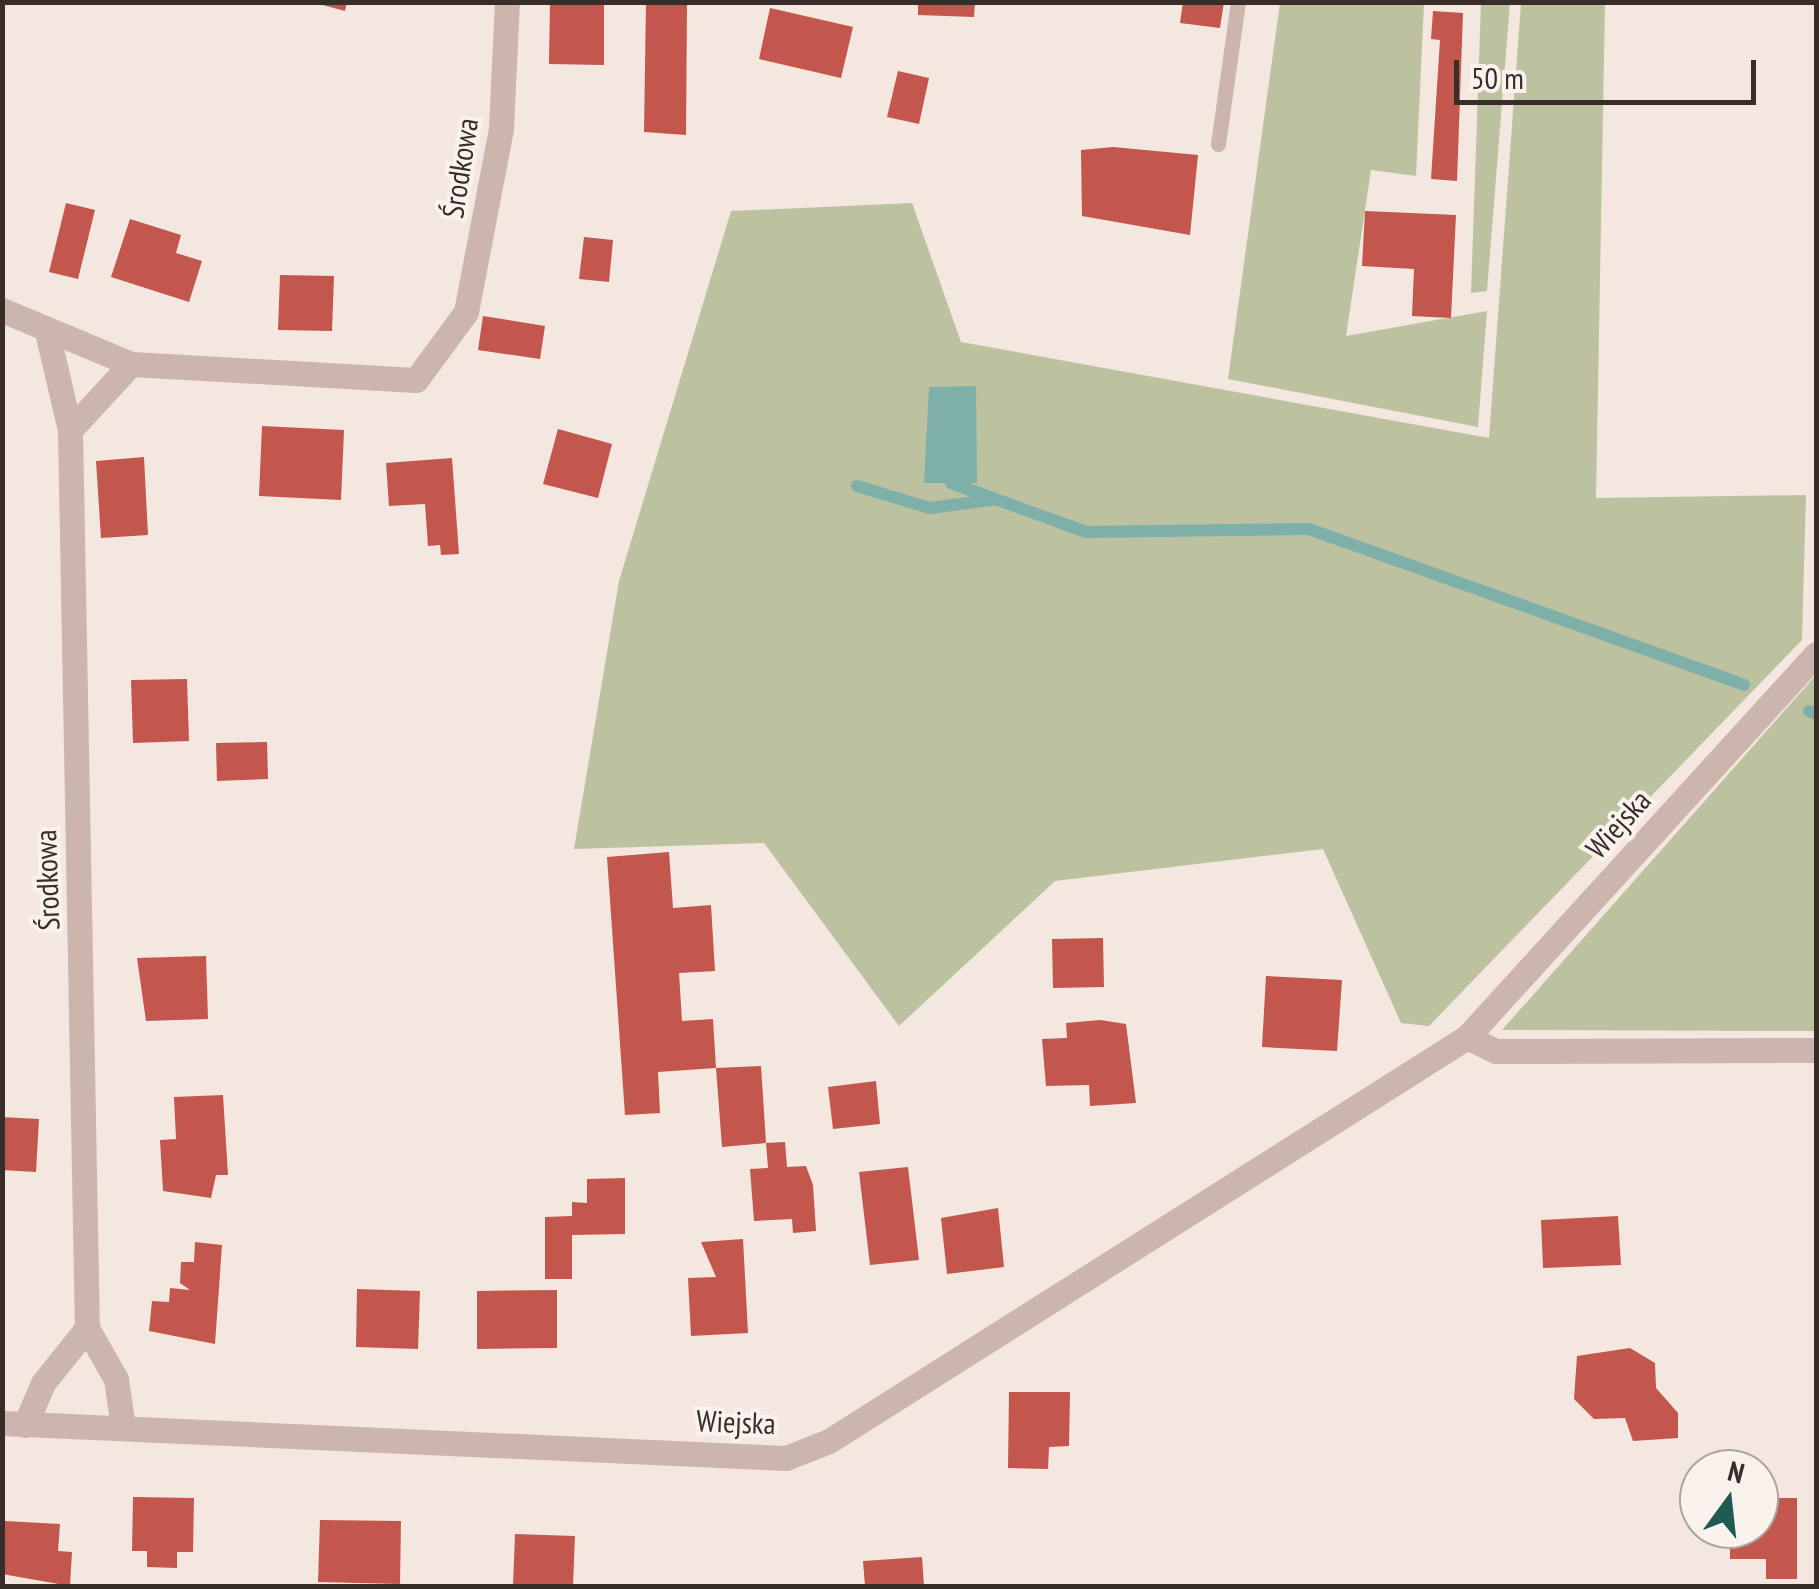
<!DOCTYPE html>
<meta charset="utf-8">
<style>
body{margin:0}
#map{position:relative;width:1819px;height:1589px;overflow:hidden;background:#f3e7e0;font-family:"PT Sans Narrow",sans-serif}
div>[style]{position:absolute}
.green>*{inset:0;background:#bcc2a0}
.water>*{inset:0;background:#7fafa9}
.stream>*{height:12px;margin:-6px;padding:0 6px;transform-origin:6px;border-radius:6px;background:#7fafa9}
.building>*{inset:0;background:#c3564d}
.service>*{height:15px;margin:-7.5px;padding:0 7.5px;transform-origin:7.5px;border-radius:7.5px;background:#cbb5ac}
.minor>*{height:25px;margin:-12.5px;padding:0 12.5px;transform-origin:12.5px;border-radius:12.5px;background:#cbb5ac}
span{translate:-50% -50%;white-space:nowrap;text-align:center;line-height:1.15;-webkit-text-stroke:8px #faf2ed;paint-order:stroke}
.street-label{font-size:30px;color:#392d2a}
.frame{position:absolute;inset:0;border:5px solid #392d2a;pointer-events:none}
.north{position:absolute;left:1679px;top:1449px;width:100px;height:100px;box-sizing:border-box;background:#faf2ed;border:2px solid #ada39f;border-radius:50%;rotate:15deg;font-size:28px;font-weight:700;line-height:40px;text-align:center;color:#392d2a}
.north::after{content:'';display:block;margin:auto;width:35px;height:45px;background:#205a54;clip-path:polygon(50% 0,100% 100%,50% 72%,0 100%)}
.scale{position:absolute;left:1454px;top:60px;width:302px;height:45px;box-sizing:border-box;border:5px solid #392d2a;border-top:0;padding-left:12px;font-size:30px;line-height:35px;white-space:nowrap;color:#392d2a;-webkit-text-stroke:8px #faf2ed;paint-order:stroke}
</style>
<div id="map">
<div class="green">
<i style="clip-path:polygon(1280px 3px,1424px 3px,1416px 176px,1371px 170px,1346px 336px,1487px 311px,1478px 427px,1228px 379px)"></i>
<i style="clip-path:polygon(1481px 3px,1510px 3px,1487px 291px,1471px 293px)"></i>
<i style="clip-path:polygon(1521px 3px,1605px 3px,1596px 498px,1806px 495px,1802px 640px,1429px 1026px,1401px 1023px,1323px 849px,1055px 881px,899px 1026px,764px 843px,574px 849px,619px 581px,731px 211px,912px 203px,961px 342px,1489px 438px)"></i>
<i style="clip-path:polygon(1816px 675px,1816px 1031px,1502px 1030px)"></i>
</div>
<div class="water">
<i style="clip-path:polygon(976px 386px,977px 483px,924px 483px,929px 387px)"></i>
</div>
<div class="stream">
<i style="left:951px;top:483px;width:144px;rotate:19.9deg"></i>
<i style="left:1086px;top:532px;width:223px;rotate:-0.8deg"></i>
<i style="left:1309px;top:529px;width:462px;rotate:19.7deg"></i>
<i style="left:857px;top:486px;width:76px;rotate:16.8deg"></i>
<i style="left:930px;top:508px;width:62px;rotate:-7.5deg"></i>
<i style="left:1809px;top:711px;width:8px;rotate:23deg"></i>
</div>
<div class="building">
<i style="clip-path:polygon(311px 2px,347px 2px,345px 11px)"></i>
<i style="clip-path:polygon(550px 2px,604px 3px,604px 65px,549px 64px)"></i>
<i style="clip-path:polygon(646px 2px,687px 2px,686px 135px,644px 132px)"></i>
<i style="clip-path:polygon(918px 2px,975px 2px,974px 17px,918px 15px)"></i>
<i style="clip-path:polygon(1183px 2px,1224px 2px,1220px 28px,1180px 23px)"></i>
<i style="clip-path:polygon(770px 8px,853px 27px,841px 78px,759px 59px)"></i>
<i style="clip-path:polygon(1433px 11px,1463px 13px,1457px 181px,1431px 179px,1440px 40px,1431px 39px)"></i>
<i style="clip-path:polygon(898px 71px,929px 78px,919px 124px,887px 117px)"></i>
<i style="clip-path:polygon(1113px 147px,1198px 155px,1190px 235px,1082px 216px,1081px 150px)"></i>
<i style="clip-path:polygon(66px 203px,95px 210px,78px 279px,49px 272px)"></i>
<i style="clip-path:polygon(1365px 211px,1456px 215px,1451px 318px,1412px 316px,1414px 269px,1362px 266px)"></i>
<i style="clip-path:polygon(130px 219px,181px 235px,176px 253px,202px 261px,189px 302px,111px 277px)"></i>
<i style="clip-path:polygon(584px 237px,613px 240px,609px 282px,579px 279px)"></i>
<i style="clip-path:polygon(280px 275px,334px 276px,332px 331px,278px 330px)"></i>
<i style="clip-path:polygon(483px 316px,545px 326px,540px 359px,478px 350px)"></i>
<i style="clip-path:polygon(262px 426px,344px 430px,341px 500px,259px 496px)"></i>
<i style="clip-path:polygon(558px 429px,612px 444px,598px 498px,543px 484px)"></i>
<i style="clip-path:polygon(144px 457px,148px 535px,101px 538px,96px 461px)"></i>
<i style="clip-path:polygon(452px 458px,459px 554px,441px 555px,440px 545px,428px 546px,425px 504px,389px 506px,386px 463px)"></i>
<i style="clip-path:polygon(187px 679px,189px 741px,133px 743px,131px 680px)"></i>
<i style="clip-path:polygon(267px 742px,268px 779px,217px 781px,216px 743px)"></i>
<i style="clip-path:polygon(669px 852px,673px 908px,711px 905px,715px 971px,679px 973px,682px 1021px,713px 1019px,716px 1068px,658px 1072px,660px 1113px,625px 1115px,607px 857px)"></i>
<i style="clip-path:polygon(1103px 938px,1104px 987px,1053px 988px,1052px 939px)"></i>
<i style="clip-path:polygon(206px 956px,208px 1019px,146px 1021px,137px 958px)"></i>
<i style="clip-path:polygon(1266px 976px,1342px 980px,1337px 1051px,1262px 1047px)"></i>
<i style="clip-path:polygon(1100px 1020px,1126px 1024px,1136px 1103px,1090px 1106px,1089px 1085px,1046px 1086px,1042px 1039px,1067px 1038px,1066px 1023px)"></i>
<i style="clip-path:polygon(761px 1066px,766px 1143px,722px 1147px,716px 1068px)"></i>
<i style="clip-path:polygon(876px 1081px,880px 1124px,833px 1129px,828px 1087px)"></i>
<i style="clip-path:polygon(223px 1095px,228px 1175px,216px 1175px,211px 1198px,163px 1191px,160px 1140px,176px 1139px,174px 1097px)"></i>
<i style="clip-path:polygon(2px 1117px,39px 1119px,36px 1172px,2px 1170px)"></i>
<i style="clip-path:polygon(785px 1142px,787px 1167px,806px 1166px,813px 1185px,816px 1231px,793px 1233px,792px 1219px,754px 1221px,750px 1169px,768px 1168px,766px 1143px)"></i>
<i style="clip-path:polygon(908px 1167px,919px 1260px,870px 1265px,859px 1172px)"></i>
<i style="clip-path:polygon(625px 1178px,625px 1234px,572px 1235px,572px 1279px,545px 1279px,545px 1217px,572px 1216px,572px 1202px,587px 1203px,587px 1179px)"></i>
<i style="clip-path:polygon(998px 1208px,1004px 1267px,947px 1274px,941px 1218px)"></i>
<i style="clip-path:polygon(1618px 1216px,1621px 1265px,1543px 1268px,1541px 1220px)"></i>
<i style="clip-path:polygon(743px 1239px,748px 1333px,691px 1336px,688px 1278px,716px 1277px,701px 1242px)"></i>
<i style="clip-path:polygon(195px 1242px,222px 1245px,215px 1344px,149px 1331px,152px 1301px,169px 1302px,170px 1288px,190px 1290px,180px 1283px,181px 1262px,194px 1262px)"></i>
<i style="clip-path:polygon(357px 1289px,420px 1291px,418px 1349px,356px 1347px)"></i>
<i style="clip-path:polygon(557px 1290px,557px 1348px,477px 1349px,477px 1291px)"></i>
<i style="clip-path:polygon(1630px 1348px,1655px 1363px,1656px 1388px,1678px 1413px,1678px 1438px,1633px 1441px,1625px 1418px,1594px 1419px,1574px 1399px,1577px 1356px)"></i>
<i style="clip-path:polygon(1009px 1392px,1070px 1392px,1069px 1446px,1049px 1447px,1048px 1469px,1008px 1468px)"></i>
<i style="clip-path:polygon(133px 1497px,194px 1498px,193px 1552px,177px 1552px,177px 1568px,147px 1567px,147px 1551px,132px 1551px)"></i>
<i style="clip-path:polygon(1759px 1498px,1797px 1498px,1797px 1579px,1766px 1579px,1766px 1559px,1730px 1559px,1730px 1529px,1759px 1529px)"></i>
<i style="clip-path:polygon(320px 1520px,401px 1521px,400px 1584px,318px 1582px)"></i>
<i style="clip-path:polygon(4px 1521px,60px 1524px,58px 1551px,72px 1552px,70px 1586px,2px 1574px)"></i>
<i style="clip-path:polygon(515px 1534px,575px 1536px,573px 1586px,513px 1585px)"></i>
<i style="clip-path:polygon(922px 1557px,924px 1586px,865px 1586px,863px 1561px)"></i>
</div>
<div class="service">
<i style="left:1218px;top:144px;width:143px;rotate:-82deg"></i>
</div>
<div class="minor">
<i style="left:2px;top:310px;width:140px;rotate:22.7deg"></i>
<i style="left:131px;top:364px;width:285px;rotate:3.2deg"></i>
<i style="left:416px;top:380px;width:84px;rotate:-53.7deg"></i>
<i style="left:466px;top:312px;width:187px;rotate:-79.2deg"></i>
<i style="left:501px;top:128px;width:126px;rotate:-87.3deg"></i>
<i style="left:47px;top:332px;width:101px;rotate:76.8deg"></i>
<i style="left:70px;top:430px;width:898px;rotate:88.92deg"></i>
<i style="left:87px;top:1328px;width:59px;rotate:60.4deg"></i>
<i style="left:116px;top:1379px;width:49px;rotate:81.7deg"></i>
<i style="left:70px;top:430px;width:90px;rotate:-47.3deg"></i>
<i style="left:1467px;top:1037px;width:32px;rotate:26deg"></i>
<i style="left:1496px;top:1051px;width:320px;rotate:-0.2deg"></i>
<i style="left:2px;top:1423px;width:785px;rotate:2.56deg"></i>
<i style="left:786px;top:1458px;width:46px;rotate:-21.6deg"></i>
<i style="left:829px;top:1441px;width:755px;rotate:-32.34deg"></i>
<i style="left:1467px;top:1037px;width:518px;rotate:-47.66deg"></i>
<i style="left:25px;top:1425px;width:46px;rotate:-66.8deg"></i>
<i style="left:43px;top:1383px;width:70px;rotate:-51.3deg"></i>
</div>
<div class="street-label">
<span style="left:460px;top:168px;rotate:-81deg">Środkowa</span>
<span style="left:1618px;top:824px;rotate:-48deg">Wiejska</span>
<span style="left:47px;top:880px;rotate:-92deg">Środkowa</span>
<span style="left:736px;top:1422px;rotate:2deg">Wiejska</span>
</div>
<div class="frame"></div>
<div class="north">N</div>
<div class="scale">50 m</div>
</div>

◆ ◆ ◆ ◆ ◆

About this task
If a line in the records above holds the string "minor", copy it out.

Response to this task
.minor>*{height:25px;margin:-12.5px;padding:0 12.5px;transform-origin:12.5px;border-radius:12.5px;background:#cbb5ac}
<div class="minor">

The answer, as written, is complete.